* **DIRECTIONS FOR THIS TASK**
State how many lines in the entries below contain "stream". Write nothing but the number.

* **Source records**
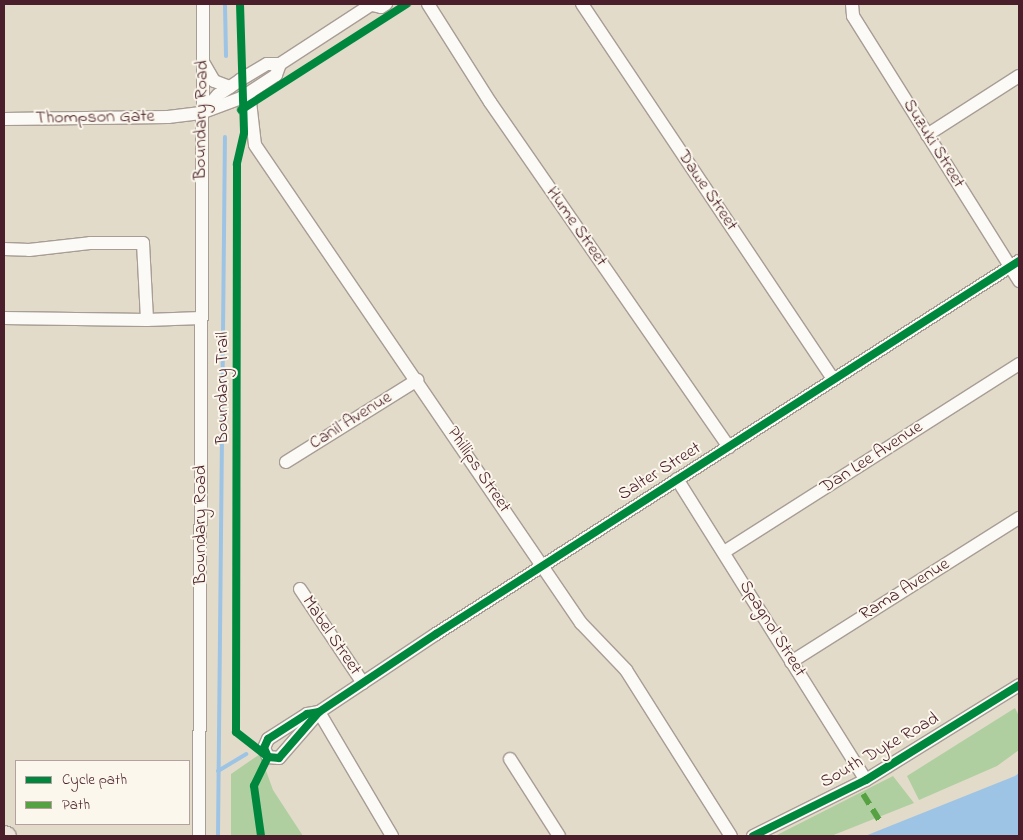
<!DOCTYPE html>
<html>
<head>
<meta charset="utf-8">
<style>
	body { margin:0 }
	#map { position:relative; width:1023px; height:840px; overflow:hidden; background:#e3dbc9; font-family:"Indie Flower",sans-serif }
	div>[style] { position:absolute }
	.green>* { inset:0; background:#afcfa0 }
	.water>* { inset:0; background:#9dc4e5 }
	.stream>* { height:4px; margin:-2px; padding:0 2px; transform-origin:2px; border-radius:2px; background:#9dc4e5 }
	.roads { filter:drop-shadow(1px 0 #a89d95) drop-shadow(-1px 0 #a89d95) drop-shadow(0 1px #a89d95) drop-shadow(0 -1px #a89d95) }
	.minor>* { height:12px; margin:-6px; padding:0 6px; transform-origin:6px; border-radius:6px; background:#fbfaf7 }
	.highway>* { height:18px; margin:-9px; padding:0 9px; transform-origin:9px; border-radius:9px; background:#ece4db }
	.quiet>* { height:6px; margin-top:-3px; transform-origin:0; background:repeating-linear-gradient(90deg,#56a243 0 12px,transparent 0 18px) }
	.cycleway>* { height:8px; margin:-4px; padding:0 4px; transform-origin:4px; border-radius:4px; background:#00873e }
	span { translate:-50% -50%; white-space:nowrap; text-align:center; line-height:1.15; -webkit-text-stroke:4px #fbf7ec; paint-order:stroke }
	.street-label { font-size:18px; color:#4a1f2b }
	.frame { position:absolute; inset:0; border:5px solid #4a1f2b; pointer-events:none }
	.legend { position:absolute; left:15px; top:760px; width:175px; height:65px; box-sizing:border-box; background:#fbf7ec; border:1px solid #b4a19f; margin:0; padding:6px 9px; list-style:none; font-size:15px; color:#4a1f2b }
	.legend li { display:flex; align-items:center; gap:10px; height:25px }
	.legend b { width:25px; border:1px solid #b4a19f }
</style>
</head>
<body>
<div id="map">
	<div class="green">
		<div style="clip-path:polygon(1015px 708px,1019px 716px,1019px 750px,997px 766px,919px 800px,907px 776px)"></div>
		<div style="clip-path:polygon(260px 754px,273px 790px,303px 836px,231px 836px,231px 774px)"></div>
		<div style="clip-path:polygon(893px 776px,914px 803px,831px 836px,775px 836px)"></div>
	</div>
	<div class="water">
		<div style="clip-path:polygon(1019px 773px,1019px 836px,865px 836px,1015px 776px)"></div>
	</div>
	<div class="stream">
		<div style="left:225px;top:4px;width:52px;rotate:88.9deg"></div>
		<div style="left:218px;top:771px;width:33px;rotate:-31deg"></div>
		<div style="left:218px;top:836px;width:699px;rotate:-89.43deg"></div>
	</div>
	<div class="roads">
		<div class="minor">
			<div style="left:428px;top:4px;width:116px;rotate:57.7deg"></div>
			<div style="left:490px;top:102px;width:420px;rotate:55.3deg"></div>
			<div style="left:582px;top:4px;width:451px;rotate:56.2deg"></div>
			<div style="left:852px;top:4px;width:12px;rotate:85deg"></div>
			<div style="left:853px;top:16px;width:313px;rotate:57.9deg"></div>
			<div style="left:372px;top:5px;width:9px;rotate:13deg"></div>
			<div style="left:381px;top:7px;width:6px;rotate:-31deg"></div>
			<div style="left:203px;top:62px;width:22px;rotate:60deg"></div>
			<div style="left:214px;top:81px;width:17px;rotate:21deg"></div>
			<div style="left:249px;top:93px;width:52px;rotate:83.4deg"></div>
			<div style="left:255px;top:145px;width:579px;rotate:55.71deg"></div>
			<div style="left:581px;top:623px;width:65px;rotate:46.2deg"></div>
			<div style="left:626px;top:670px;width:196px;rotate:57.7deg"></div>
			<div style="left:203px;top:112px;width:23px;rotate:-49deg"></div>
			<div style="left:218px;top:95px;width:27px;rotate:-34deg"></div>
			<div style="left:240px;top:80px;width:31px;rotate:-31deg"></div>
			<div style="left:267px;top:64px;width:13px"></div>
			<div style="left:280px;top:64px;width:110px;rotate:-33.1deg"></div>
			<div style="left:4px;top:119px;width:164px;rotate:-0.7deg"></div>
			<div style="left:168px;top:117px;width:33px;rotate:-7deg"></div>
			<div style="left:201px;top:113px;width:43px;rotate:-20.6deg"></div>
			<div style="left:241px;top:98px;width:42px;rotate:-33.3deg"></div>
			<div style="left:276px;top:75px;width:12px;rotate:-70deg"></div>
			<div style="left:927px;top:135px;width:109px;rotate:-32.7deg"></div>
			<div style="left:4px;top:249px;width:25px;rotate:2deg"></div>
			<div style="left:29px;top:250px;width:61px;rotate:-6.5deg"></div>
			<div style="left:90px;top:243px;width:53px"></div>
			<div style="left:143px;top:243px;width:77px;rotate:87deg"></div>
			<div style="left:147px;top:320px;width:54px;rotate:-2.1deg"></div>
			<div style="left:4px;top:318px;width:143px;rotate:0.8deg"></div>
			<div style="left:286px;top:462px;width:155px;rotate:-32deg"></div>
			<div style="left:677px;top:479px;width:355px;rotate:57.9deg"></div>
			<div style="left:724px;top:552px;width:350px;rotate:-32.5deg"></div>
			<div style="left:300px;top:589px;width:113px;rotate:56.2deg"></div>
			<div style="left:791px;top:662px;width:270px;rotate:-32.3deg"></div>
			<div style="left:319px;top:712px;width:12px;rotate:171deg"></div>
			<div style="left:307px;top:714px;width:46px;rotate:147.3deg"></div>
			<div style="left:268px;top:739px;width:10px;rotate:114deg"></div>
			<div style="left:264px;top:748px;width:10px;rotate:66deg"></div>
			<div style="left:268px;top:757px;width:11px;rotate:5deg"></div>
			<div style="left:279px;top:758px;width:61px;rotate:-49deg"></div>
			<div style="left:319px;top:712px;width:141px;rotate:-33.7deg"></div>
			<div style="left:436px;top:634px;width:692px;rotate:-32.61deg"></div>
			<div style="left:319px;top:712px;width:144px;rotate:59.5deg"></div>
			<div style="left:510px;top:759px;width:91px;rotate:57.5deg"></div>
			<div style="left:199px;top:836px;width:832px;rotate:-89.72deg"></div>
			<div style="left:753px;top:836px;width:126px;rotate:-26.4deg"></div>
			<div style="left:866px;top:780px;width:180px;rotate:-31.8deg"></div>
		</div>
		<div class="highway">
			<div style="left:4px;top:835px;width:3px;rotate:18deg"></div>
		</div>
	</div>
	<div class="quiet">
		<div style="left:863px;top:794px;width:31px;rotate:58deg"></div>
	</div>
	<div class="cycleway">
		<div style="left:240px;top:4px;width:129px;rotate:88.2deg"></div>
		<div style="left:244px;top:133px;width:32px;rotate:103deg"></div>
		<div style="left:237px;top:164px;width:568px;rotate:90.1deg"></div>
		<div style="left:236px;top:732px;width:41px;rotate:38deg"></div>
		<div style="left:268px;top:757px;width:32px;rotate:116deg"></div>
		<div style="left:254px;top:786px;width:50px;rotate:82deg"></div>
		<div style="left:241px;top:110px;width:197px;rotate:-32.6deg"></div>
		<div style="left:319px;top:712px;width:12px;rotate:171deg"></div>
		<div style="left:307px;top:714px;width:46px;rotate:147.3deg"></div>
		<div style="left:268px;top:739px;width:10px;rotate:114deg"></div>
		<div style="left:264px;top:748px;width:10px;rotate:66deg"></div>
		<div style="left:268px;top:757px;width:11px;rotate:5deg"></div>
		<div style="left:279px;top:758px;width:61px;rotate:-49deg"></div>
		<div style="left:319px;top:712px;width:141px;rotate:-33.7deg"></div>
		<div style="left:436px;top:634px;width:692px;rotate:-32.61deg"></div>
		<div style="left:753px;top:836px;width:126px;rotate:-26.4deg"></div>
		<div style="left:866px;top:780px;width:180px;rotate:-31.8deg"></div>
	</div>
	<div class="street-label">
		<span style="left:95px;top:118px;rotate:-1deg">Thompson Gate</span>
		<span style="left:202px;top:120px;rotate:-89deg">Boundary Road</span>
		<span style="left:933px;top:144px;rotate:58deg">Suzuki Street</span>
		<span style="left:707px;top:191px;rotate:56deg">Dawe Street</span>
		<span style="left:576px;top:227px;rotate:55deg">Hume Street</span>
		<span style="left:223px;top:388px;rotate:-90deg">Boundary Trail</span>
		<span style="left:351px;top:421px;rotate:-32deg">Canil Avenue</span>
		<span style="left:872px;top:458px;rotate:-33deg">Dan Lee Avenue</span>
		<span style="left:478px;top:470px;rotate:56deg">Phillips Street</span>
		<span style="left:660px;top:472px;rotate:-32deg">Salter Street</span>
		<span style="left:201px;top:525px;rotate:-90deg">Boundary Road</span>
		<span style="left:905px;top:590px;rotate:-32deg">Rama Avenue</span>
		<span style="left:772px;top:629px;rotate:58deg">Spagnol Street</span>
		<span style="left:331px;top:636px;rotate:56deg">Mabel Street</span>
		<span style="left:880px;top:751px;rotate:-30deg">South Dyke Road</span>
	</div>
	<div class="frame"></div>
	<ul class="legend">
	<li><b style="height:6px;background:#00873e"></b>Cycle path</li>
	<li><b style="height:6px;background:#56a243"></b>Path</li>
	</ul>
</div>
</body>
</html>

* **EXPECTED ANSWER**
2